Il dato è contenuto nel numero di maggio dell’Osservatorio sul Precariato. Il fenomeno del lavoro accessorio è in crescita ininterrotta da tre anni, sebbene con incrementi che variano di mese in mese, a seconda della stagionalità. Al boom dello scorso anno, quando nel medesimo periodo in esame (gennaio-maggio) il volume di voucher acquistato è risultato superiore del 75% rispetto all’anno precedente, si è sostituita una crescita costante e continua che si attesta intorno al +43%. Nella tabella che segue, la variazione mensile dei primi cinque mesi del 2016, che in alcuni casi è a doppia cifra:

Schermata 2016-07-20 alle 10.31.36

Nelle regioni di Nord-Ovest, il fenomeno del lavoro accessorio cresce con percentuali simili a quelle delle regioni del Sud e delle Isole (Isole: +48%; Sud: +47%; Nord-Ovest: +46%; periodo Gennaio-Maggio). Fanalino di coda le regioni di Nord-Est, che si attestano sotto al 40%.

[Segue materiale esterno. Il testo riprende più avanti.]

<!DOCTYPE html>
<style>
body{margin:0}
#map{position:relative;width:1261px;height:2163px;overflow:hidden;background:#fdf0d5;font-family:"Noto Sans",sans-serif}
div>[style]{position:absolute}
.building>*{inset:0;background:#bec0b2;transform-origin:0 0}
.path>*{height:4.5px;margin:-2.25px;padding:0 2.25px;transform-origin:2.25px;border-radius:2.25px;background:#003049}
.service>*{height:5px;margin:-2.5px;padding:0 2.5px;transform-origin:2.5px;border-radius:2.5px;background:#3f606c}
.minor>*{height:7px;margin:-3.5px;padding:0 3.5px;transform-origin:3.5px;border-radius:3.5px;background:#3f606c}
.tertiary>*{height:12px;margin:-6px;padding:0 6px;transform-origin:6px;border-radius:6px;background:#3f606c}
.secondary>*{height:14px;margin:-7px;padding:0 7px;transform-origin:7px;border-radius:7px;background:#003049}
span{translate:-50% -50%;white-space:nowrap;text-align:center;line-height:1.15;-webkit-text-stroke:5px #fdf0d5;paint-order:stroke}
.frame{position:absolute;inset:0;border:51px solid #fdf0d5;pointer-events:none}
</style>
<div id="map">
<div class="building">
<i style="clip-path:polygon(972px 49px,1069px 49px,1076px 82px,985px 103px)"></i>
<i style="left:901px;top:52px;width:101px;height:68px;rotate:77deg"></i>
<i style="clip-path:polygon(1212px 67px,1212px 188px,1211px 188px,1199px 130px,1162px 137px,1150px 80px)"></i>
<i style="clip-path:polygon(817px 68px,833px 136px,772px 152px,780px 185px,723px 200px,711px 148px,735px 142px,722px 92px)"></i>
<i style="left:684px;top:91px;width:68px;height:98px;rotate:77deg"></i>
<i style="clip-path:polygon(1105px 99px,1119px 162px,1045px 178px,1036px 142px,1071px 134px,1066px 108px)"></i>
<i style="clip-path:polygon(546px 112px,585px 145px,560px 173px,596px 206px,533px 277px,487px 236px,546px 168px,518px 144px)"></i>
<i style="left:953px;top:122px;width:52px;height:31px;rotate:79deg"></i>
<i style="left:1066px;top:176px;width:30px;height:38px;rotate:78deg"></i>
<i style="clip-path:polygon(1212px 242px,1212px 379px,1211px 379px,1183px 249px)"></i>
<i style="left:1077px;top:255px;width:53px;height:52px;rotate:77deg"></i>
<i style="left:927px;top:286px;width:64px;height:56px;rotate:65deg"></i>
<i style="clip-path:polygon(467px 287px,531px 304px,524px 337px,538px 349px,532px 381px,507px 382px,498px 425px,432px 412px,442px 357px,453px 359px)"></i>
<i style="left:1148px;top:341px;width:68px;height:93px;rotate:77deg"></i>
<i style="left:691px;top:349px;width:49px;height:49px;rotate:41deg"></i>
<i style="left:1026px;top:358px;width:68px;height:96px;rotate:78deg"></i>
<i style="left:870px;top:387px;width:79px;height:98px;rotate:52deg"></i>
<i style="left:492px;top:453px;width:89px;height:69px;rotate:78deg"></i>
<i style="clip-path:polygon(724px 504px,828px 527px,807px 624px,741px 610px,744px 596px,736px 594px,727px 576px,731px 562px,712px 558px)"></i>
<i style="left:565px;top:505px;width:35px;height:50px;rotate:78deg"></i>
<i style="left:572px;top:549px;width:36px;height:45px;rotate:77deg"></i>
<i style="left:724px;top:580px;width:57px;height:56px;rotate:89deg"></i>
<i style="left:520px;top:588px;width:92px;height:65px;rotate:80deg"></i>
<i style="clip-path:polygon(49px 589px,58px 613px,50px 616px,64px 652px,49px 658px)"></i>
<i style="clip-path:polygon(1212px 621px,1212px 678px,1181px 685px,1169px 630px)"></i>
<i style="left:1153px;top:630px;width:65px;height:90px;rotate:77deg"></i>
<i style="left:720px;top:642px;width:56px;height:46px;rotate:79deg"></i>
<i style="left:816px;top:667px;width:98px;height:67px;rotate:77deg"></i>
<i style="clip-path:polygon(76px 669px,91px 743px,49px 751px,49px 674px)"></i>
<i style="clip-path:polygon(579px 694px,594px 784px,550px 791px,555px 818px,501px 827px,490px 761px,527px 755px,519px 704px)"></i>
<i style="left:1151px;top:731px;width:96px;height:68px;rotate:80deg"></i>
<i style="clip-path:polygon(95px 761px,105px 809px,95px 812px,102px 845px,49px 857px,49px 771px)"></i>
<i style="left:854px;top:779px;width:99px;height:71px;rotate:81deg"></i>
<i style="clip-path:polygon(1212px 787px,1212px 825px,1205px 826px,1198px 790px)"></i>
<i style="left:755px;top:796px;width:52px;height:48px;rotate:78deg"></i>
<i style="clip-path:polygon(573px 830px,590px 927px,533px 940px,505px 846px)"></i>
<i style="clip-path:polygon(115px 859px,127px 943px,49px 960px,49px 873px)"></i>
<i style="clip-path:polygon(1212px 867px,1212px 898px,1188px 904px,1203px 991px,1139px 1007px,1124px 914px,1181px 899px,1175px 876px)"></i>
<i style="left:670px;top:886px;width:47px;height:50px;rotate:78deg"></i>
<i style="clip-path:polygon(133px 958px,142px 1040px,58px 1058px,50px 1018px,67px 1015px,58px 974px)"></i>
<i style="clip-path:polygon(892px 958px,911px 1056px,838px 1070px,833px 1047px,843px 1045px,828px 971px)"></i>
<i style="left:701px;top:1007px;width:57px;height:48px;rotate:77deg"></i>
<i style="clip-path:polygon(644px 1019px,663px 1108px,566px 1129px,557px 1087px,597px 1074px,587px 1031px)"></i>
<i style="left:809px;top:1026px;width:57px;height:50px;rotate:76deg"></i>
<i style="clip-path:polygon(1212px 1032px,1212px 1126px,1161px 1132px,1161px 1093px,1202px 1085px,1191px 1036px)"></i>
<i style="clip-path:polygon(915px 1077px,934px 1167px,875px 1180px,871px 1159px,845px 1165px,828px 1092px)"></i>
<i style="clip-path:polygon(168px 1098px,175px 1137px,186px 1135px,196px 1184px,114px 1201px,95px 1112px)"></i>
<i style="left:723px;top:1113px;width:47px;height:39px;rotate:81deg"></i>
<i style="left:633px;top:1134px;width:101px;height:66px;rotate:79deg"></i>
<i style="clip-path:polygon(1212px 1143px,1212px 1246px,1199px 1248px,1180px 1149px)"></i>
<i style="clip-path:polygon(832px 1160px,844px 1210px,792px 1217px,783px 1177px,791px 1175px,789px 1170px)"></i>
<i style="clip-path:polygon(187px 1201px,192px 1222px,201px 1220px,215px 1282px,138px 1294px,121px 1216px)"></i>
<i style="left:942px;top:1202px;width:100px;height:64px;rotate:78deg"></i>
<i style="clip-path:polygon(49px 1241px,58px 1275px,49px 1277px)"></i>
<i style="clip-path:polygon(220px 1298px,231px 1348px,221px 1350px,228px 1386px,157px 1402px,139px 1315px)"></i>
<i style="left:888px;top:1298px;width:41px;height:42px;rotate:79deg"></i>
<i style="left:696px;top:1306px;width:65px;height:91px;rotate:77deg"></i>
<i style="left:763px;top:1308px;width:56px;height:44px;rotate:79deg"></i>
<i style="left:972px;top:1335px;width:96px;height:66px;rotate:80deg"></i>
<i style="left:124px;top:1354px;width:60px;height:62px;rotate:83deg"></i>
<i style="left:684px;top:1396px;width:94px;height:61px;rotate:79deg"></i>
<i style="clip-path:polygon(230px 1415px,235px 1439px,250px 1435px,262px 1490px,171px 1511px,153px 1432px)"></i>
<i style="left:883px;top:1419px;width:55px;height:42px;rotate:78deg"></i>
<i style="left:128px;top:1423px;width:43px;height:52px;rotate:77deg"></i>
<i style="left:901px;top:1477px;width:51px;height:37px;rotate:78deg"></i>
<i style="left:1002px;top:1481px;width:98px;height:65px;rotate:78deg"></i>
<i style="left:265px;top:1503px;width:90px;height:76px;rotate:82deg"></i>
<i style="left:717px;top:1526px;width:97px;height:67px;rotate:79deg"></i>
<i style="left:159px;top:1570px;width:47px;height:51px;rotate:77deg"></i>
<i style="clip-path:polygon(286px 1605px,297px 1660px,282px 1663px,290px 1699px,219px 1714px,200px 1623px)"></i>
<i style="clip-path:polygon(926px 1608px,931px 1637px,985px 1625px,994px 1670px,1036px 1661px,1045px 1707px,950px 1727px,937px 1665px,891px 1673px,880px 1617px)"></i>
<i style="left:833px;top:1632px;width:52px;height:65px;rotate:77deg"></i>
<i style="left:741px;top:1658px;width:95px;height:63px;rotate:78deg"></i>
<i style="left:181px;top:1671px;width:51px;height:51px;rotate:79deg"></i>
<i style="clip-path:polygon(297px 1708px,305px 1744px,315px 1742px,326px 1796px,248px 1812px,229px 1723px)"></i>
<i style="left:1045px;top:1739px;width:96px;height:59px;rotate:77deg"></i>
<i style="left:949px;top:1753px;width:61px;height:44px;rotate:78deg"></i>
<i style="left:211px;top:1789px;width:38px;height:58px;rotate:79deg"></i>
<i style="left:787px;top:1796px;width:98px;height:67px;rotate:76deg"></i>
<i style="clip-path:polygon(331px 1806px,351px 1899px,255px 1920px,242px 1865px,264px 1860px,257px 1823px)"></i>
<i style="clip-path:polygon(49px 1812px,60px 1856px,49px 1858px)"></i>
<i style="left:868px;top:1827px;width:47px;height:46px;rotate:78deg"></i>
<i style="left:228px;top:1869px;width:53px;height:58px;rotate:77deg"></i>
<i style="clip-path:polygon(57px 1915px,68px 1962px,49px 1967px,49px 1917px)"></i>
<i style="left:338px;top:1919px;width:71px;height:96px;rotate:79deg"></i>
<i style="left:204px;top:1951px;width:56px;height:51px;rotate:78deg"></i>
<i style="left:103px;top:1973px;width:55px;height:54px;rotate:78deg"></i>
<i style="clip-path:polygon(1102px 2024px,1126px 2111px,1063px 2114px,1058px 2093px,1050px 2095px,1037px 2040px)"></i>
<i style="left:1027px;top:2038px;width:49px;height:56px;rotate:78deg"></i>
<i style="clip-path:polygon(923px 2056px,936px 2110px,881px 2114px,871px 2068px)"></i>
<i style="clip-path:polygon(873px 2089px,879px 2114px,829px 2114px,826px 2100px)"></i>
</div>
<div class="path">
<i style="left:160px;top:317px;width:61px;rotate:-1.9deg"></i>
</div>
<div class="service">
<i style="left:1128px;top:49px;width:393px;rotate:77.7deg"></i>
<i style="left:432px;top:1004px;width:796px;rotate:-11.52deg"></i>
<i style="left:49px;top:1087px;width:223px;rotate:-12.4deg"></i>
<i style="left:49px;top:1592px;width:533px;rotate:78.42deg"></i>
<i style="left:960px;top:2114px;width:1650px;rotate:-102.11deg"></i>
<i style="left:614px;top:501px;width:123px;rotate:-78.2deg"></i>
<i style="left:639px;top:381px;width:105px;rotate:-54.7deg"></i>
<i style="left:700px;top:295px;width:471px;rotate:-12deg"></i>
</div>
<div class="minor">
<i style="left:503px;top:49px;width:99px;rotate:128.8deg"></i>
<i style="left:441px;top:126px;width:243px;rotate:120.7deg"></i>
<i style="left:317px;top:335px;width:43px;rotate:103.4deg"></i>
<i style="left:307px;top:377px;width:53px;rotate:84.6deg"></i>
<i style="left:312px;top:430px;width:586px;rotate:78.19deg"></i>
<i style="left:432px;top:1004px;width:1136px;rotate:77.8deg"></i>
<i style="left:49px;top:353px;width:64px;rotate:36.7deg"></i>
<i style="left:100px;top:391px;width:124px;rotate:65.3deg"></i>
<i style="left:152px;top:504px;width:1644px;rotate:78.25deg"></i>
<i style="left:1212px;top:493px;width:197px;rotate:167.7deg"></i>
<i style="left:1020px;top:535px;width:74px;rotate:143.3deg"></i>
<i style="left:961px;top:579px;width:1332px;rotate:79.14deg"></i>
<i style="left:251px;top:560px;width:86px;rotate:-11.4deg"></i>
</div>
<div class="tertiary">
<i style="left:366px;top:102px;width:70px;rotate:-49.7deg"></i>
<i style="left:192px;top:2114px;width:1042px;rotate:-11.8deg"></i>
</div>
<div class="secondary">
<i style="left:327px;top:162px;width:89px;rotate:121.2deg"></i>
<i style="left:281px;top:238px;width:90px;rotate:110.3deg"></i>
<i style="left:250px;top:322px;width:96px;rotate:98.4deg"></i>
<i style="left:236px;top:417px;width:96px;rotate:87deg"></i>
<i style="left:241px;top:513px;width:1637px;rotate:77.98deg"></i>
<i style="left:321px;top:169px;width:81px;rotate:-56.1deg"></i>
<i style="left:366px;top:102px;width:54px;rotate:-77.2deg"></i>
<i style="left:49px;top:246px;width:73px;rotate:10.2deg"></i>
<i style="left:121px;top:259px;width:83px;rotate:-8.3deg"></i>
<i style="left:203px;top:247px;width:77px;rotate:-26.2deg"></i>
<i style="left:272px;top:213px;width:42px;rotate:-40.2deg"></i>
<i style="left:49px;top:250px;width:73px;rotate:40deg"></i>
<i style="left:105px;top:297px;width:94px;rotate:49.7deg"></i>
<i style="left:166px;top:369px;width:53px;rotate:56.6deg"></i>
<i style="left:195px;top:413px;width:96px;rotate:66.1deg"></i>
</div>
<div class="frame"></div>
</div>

I voucher sono ormai un fenomeno fuori controllo. Proseguendo a questo ritmo, entro la fine dell’anno il valore nominale (retribuzione e quota contributiva) supererà il miliardo di euro. Cosa aspetta il governo ad intervenire? Non erano questi i numeri che Poletti amava sviscerare lo scorso anno.

Già. Che fine hanno fatto i numeri di Poletti? Siamo ormai giunti alla ennesima puntata di questa storia di numeri cangianti e inafferrabili. Un giorno sembra che il Jobs Act sia un successo, il giorno dopo pure. Ma a ben guardare…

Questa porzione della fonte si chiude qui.